***** Excerpted data *****

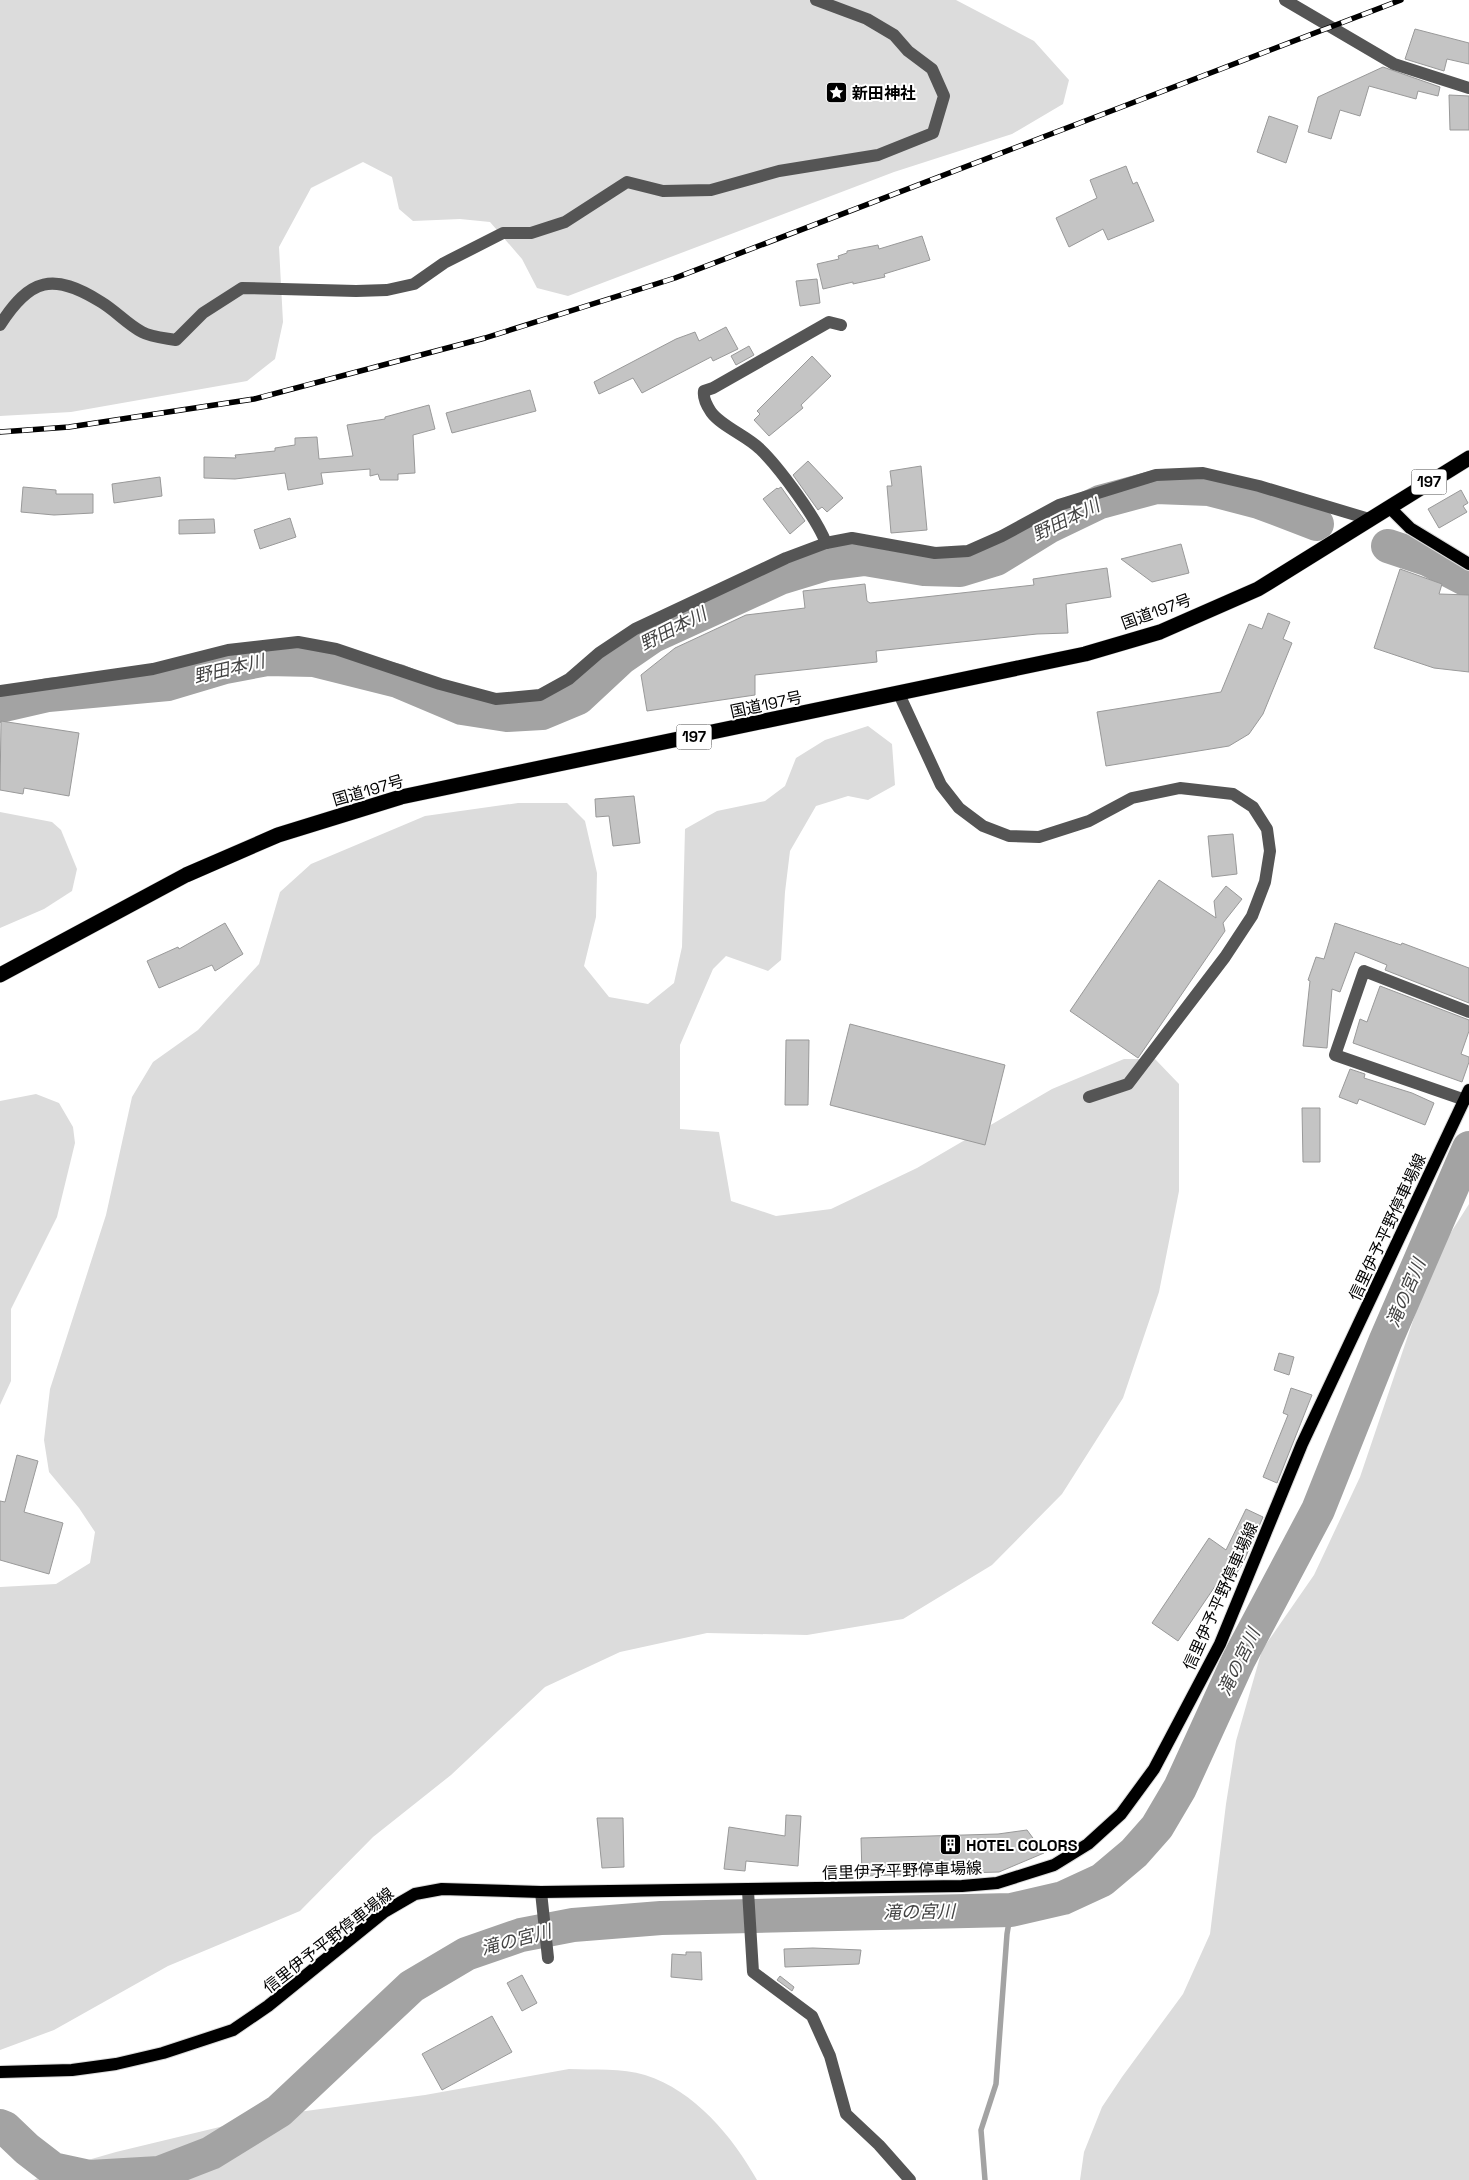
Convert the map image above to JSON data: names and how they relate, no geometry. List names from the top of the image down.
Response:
{
  "streets": {
    "highway": ["197", "国道197号"],
    "main road": ["信里伊予平野停車場線"]
  },
  "water": ["野田本川", "滝の宮川"],
  "places": {
    "place": ["新田神社"],
    "building": ["HOTEL COLORS"]
  }
}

*****

- To do
Would you write out an exact copy of the entries above, with no images?

- Solution to this problem
Convert the map image above to JSON data: names and how they relate, no geometry. List names from the top of the image down.
Response:
{
  "streets": {
    "highway": ["197", "国道197号"],
    "main road": ["信里伊予平野停車場線"]
  },
  "water": ["野田本川", "滝の宮川"],
  "places": {
    "place": ["新田神社"],
    "building": ["HOTEL COLORS"]
  }
}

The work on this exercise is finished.